**RECORDS SHOWN**
______

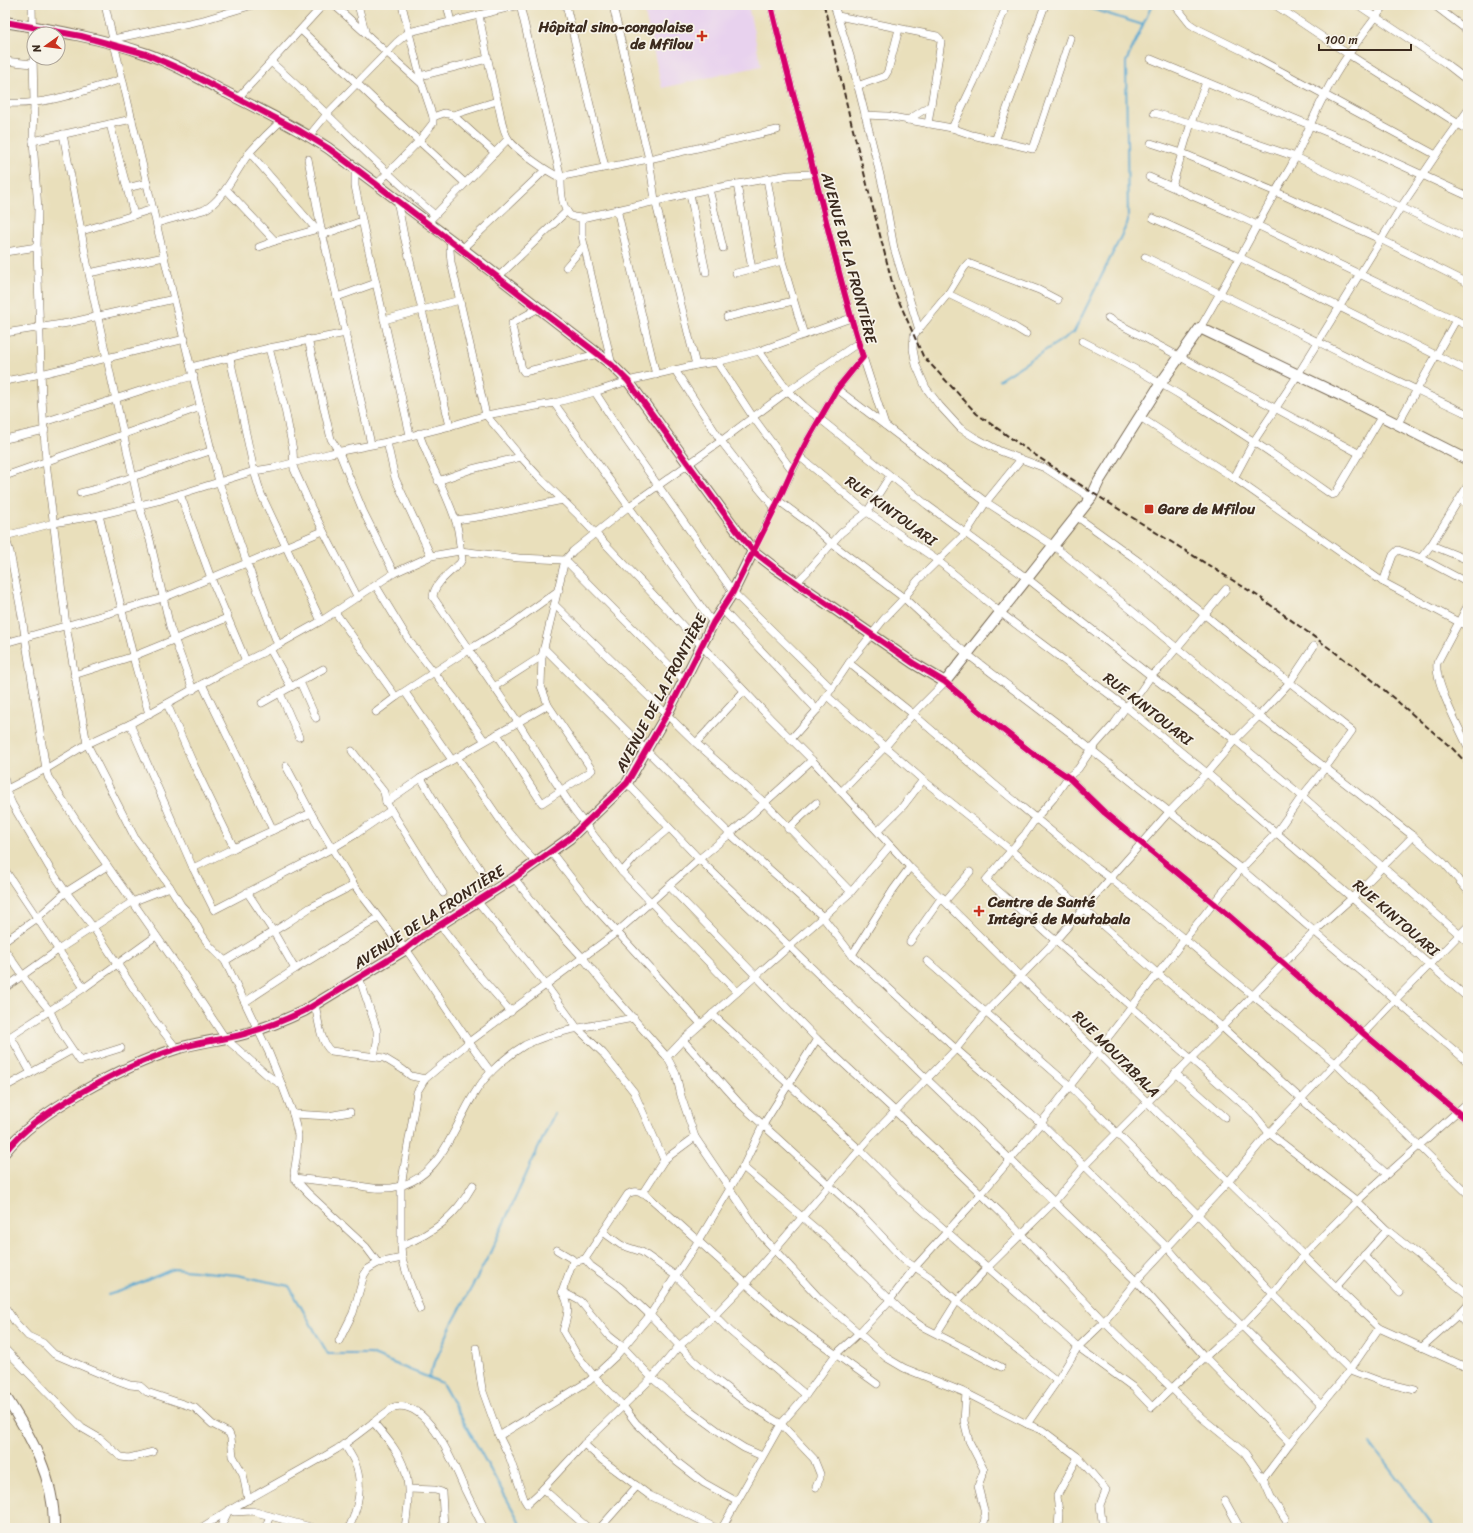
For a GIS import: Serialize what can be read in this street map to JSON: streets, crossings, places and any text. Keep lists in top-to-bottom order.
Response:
{
  "streets": {
    "street": ["AVENUE DE LA FRONTIÈRE", "RUE KINTOUARI", "RUE MOUTABALA"]
  },
  "crossings": [
    ["AVENUE DE LA FRONTIÈRE", "RUE KINTOUARI"],
    ["AVENUE DE LA FRONTIÈRE", "RUE MOUTABALA"]
  ],
  "places": {
    "health": ["Hôpital sino-congolaise de Mfilou", "Centre de Santé Intégré de Moutabala"],
    "transit": ["Gare de Mfilou"]
  },
  "scale_bar": "100 m",
  "north": "left"
}
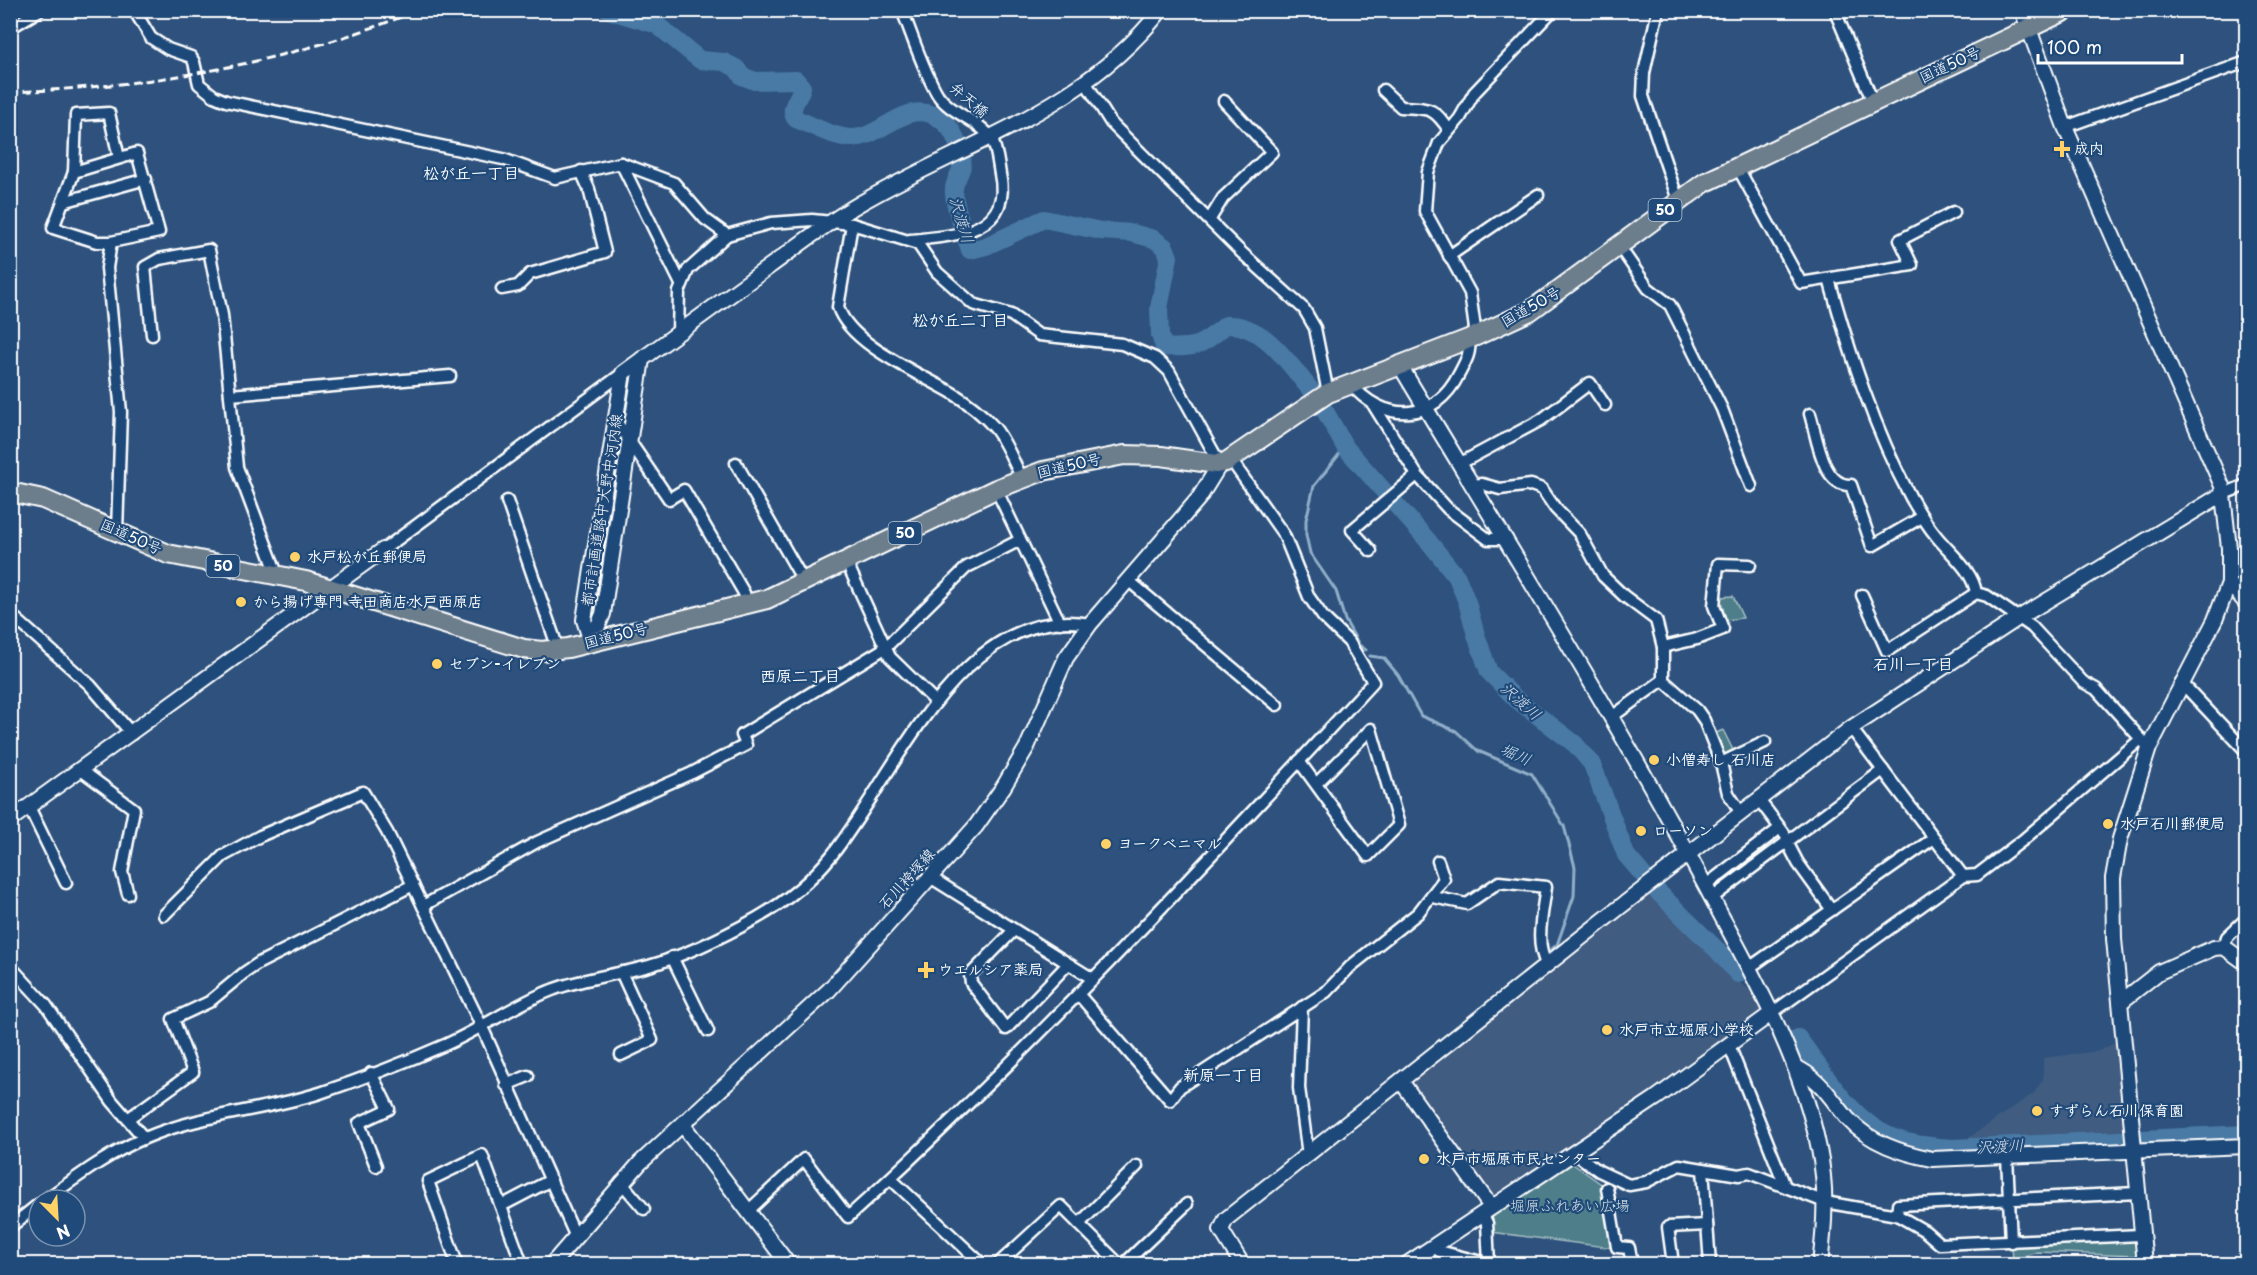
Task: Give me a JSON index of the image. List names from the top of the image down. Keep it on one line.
{"streets":{"highway":["国道50号","50"],"street":["弁天橋","都市計画道路中大野中河内線","石川袴塚線"]},"crossings":[["国道50号","都市計画道路中大野中河内線"],["国道50号","石川袴塚線"]],"districts":["松が丘一丁目","松が丘二丁目","石川一丁目","西原二丁目","新原一丁目"],"water":["沢渡川","堀川"],"parks":["堀原ふれあい広場"],"places":{"health":["成内","ウエルシア薬局"],"other":["水戸松が丘郵便局","から揚げ専門 寺田商店水戸西原店","セブン-イレブン","小僧寿し 石川店","水戸石川郵便局","ローソン","ヨークベニマル","水戸市立堀原小学校","すずらん石川保育園","水戸市堀原市民センター"]},"scale_bar":"100 m","north":"bottom right"}
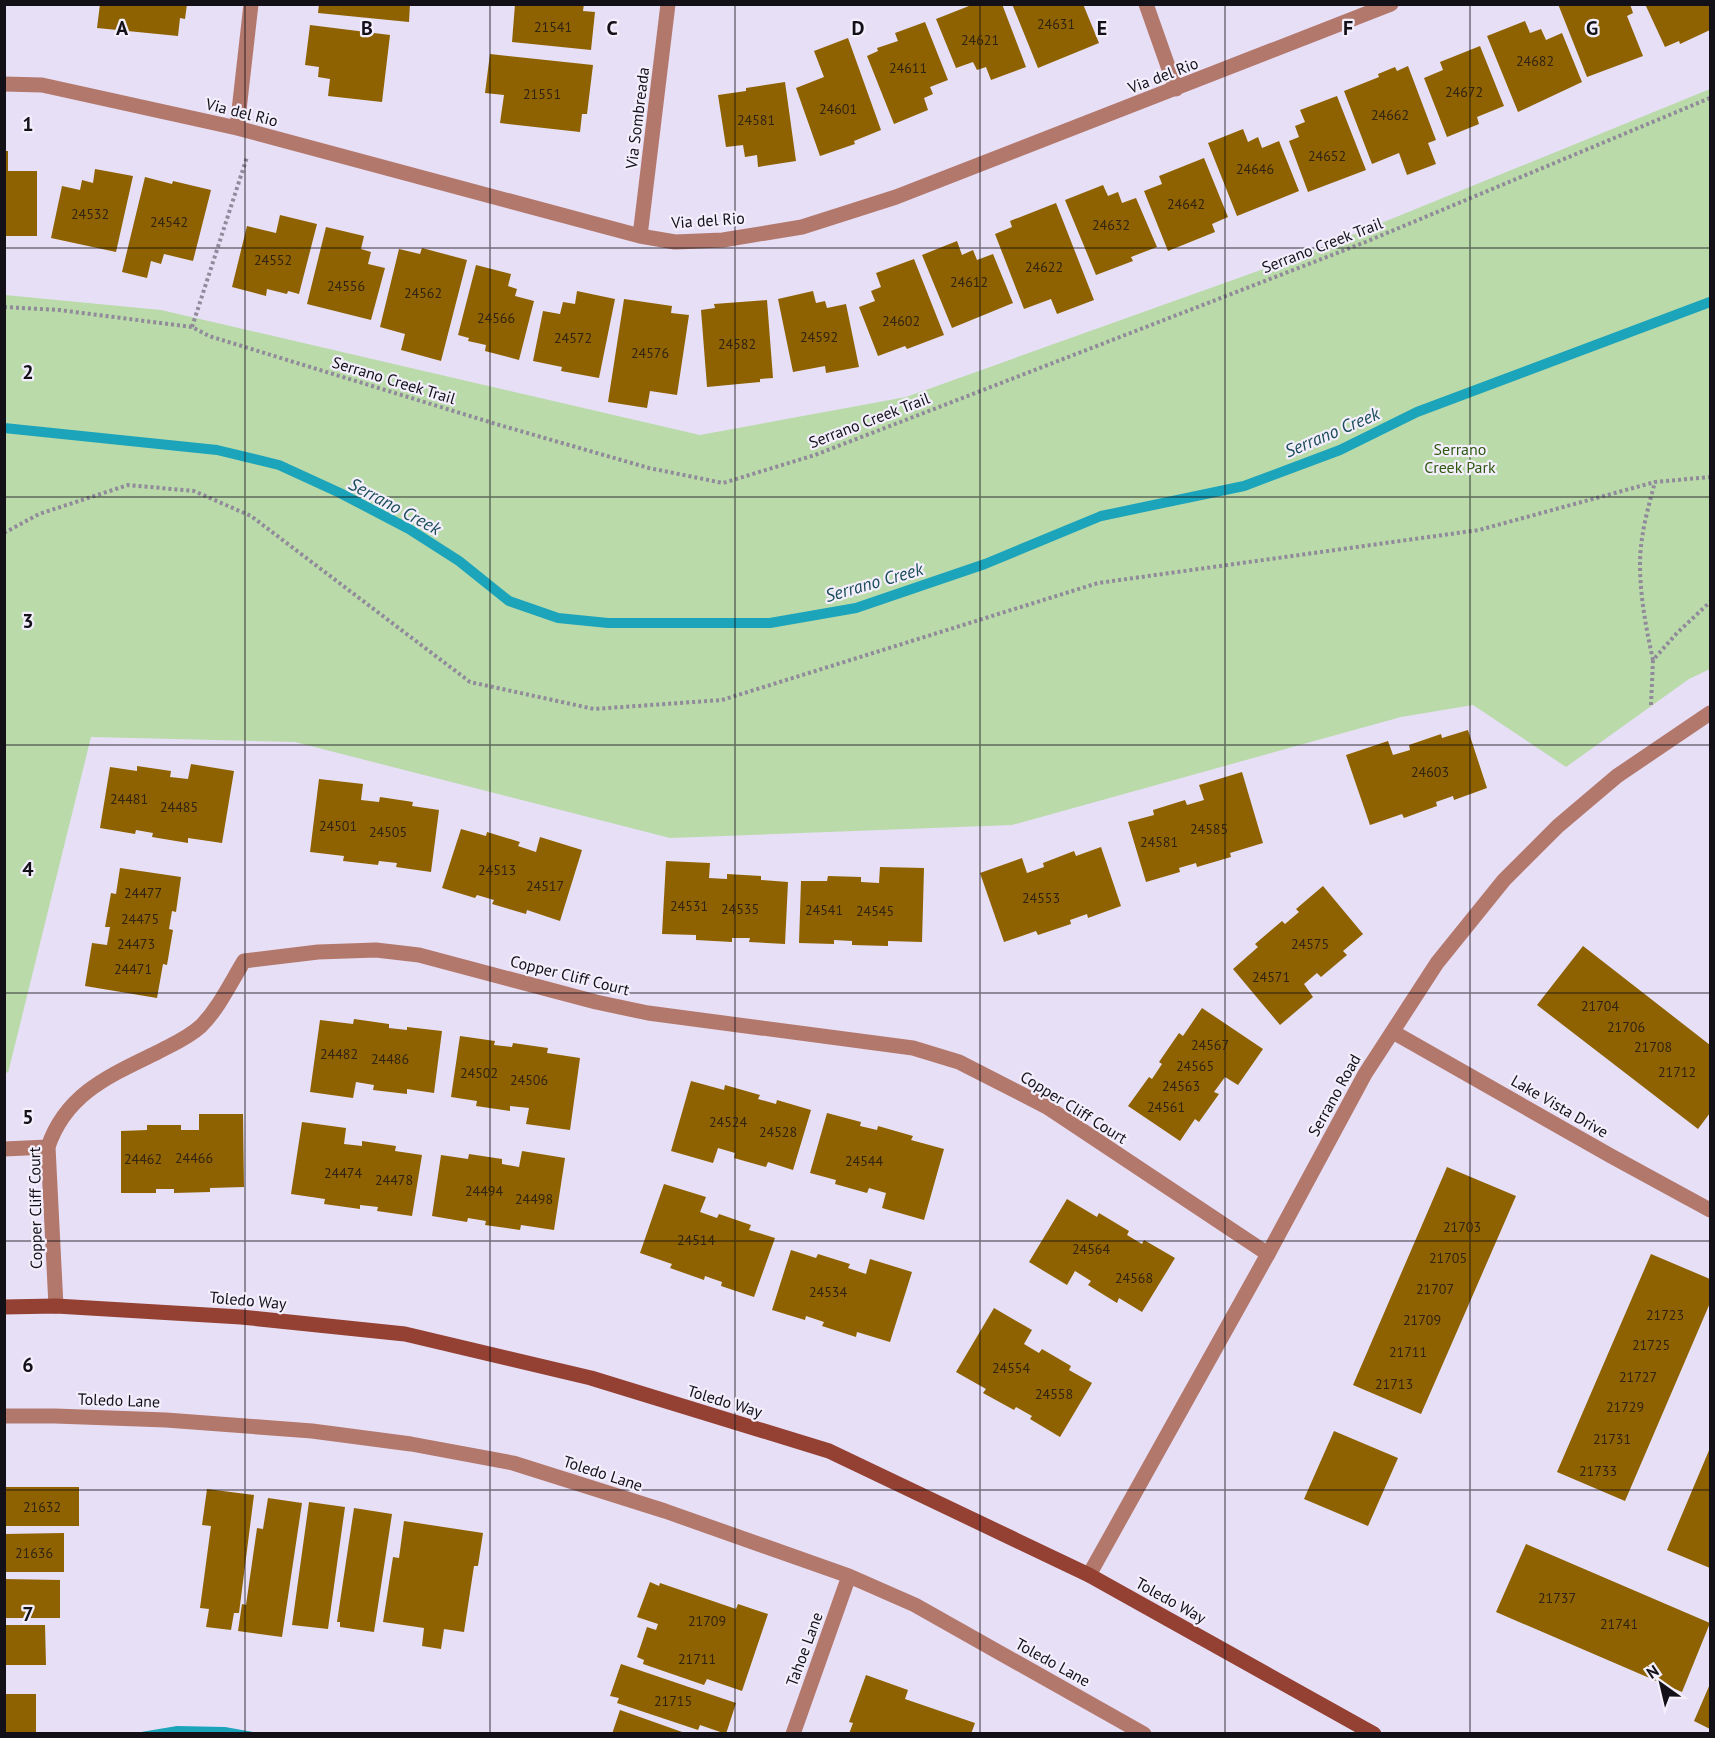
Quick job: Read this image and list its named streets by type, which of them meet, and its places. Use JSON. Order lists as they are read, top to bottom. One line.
{"streets":{"main road":["Toledo Way"],"street":["Via del Rio","Via Sombreada","Copper Cliff Court","Serrano Road","Lake Vista Drive","Toledo Lane","Tahoe Lane"],"path":["Serrano Creek Trail"]},"crossings":[["Via del Rio","Via Sombreada"],["Copper Cliff Court","Serrano Road"],["Copper Cliff Court","Toledo Way"],["Serrano Road","Lake Vista Drive"],["Serrano Road","Toledo Way"],["Toledo Lane","Tahoe Lane"]],"water":["Serrano Creek"],"parks":["Serrano Creek Park"],"house_numbers":["24631","21541","24621","24682","24611","24672","21551","24601","24662","24581","24652","24646","24642","24532","24542","24632","24552","24622","24612","24556","24562","24566","24602","24592","24572","24582","24576","24603","24481","24485","24501","24585","24505","24581","24513","24517","24477","24553","24531","24535","24541","24545","24475","24473","24575","24471","24571","21704","21706","24567","21708","24482","24486","24565","21712","24502","24506","24563","24561","24524","24528","24466","24462","24544","24474","24478","24494","24498","21703","24514","24564","21705","24568","21707","24534","21723","21709","21725","21711","24554","21727","21713","24558","21729","21731","21733","21632","21636","21737","21709","21741","21711","21715"],"north":"top left","grid":{"columns":["A","B","C","D","E","F","G"],"rows":["1","2","3","4","5","6","7"]}}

______

**ABOUT THIS TASK**
From the first record to the last, print everything again exactly, without pictures.

**WRITTEN RESPONSE**
For a GIS import: Serialize what can be read in this street map to JSON: streets, crossings, places and any text. Keep lists in top-to-bottom order.
Response:
{
  "streets": {
    "street": ["AVENUE DE LA FRONTIÈRE", "RUE KINTOUARI", "RUE MOUTABALA"]
  },
  "crossings": [
    ["AVENUE DE LA FRONTIÈRE", "RUE KINTOUARI"],
    ["AVENUE DE LA FRONTIÈRE", "RUE MOUTABALA"]
  ],
  "places": {
    "health": ["Hôpital sino-congolaise de Mfilou", "Centre de Santé Intégré de Moutabala"],
    "transit": ["Gare de Mfilou"]
  },
  "scale_bar": "100 m",
  "north": "left"
}
Task: Give me a JSON index of the image. List names from the top of the image down. Keep it on one line.
{"streets":{"highway":["国道50号","50"],"street":["弁天橋","都市計画道路中大野中河内線","石川袴塚線"]},"crossings":[["国道50号","都市計画道路中大野中河内線"],["国道50号","石川袴塚線"]],"districts":["松が丘一丁目","松が丘二丁目","石川一丁目","西原二丁目","新原一丁目"],"water":["沢渡川","堀川"],"parks":["堀原ふれあい広場"],"places":{"health":["成内","ウエルシア薬局"],"other":["水戸松が丘郵便局","から揚げ専門 寺田商店水戸西原店","セブン-イレブン","小僧寿し 石川店","水戸石川郵便局","ローソン","ヨークベニマル","水戸市立堀原小学校","すずらん石川保育園","水戸市堀原市民センター"]},"scale_bar":"100 m","north":"bottom right"}
Quick job: Read this image and list its named streets by type, which of them meet, and its places. Use JSON. Order lists as they are read, top to bottom. One line.
{"streets":{"main road":["Toledo Way"],"street":["Via del Rio","Via Sombreada","Copper Cliff Court","Serrano Road","Lake Vista Drive","Toledo Lane","Tahoe Lane"],"path":["Serrano Creek Trail"]},"crossings":[["Via del Rio","Via Sombreada"],["Copper Cliff Court","Serrano Road"],["Copper Cliff Court","Toledo Way"],["Serrano Road","Lake Vista Drive"],["Serrano Road","Toledo Way"],["Toledo Lane","Tahoe Lane"]],"water":["Serrano Creek"],"parks":["Serrano Creek Park"],"house_numbers":["24631","21541","24621","24682","24611","24672","21551","24601","24662","24581","24652","24646","24642","24532","24542","24632","24552","24622","24612","24556","24562","24566","24602","24592","24572","24582","24576","24603","24481","24485","24501","24585","24505","24581","24513","24517","24477","24553","24531","24535","24541","24545","24475","24473","24575","24471","24571","21704","21706","24567","21708","24482","24486","24565","21712","24502","24506","24563","24561","24524","24528","24466","24462","24544","24474","24478","24494","24498","21703","24514","24564","21705","24568","21707","24534","21723","21709","21725","21711","24554","21727","21713","24558","21729","21731","21733","21632","21636","21737","21709","21741","21711","21715"],"north":"top left","grid":{"columns":["A","B","C","D","E","F","G"],"rows":["1","2","3","4","5","6","7"]}}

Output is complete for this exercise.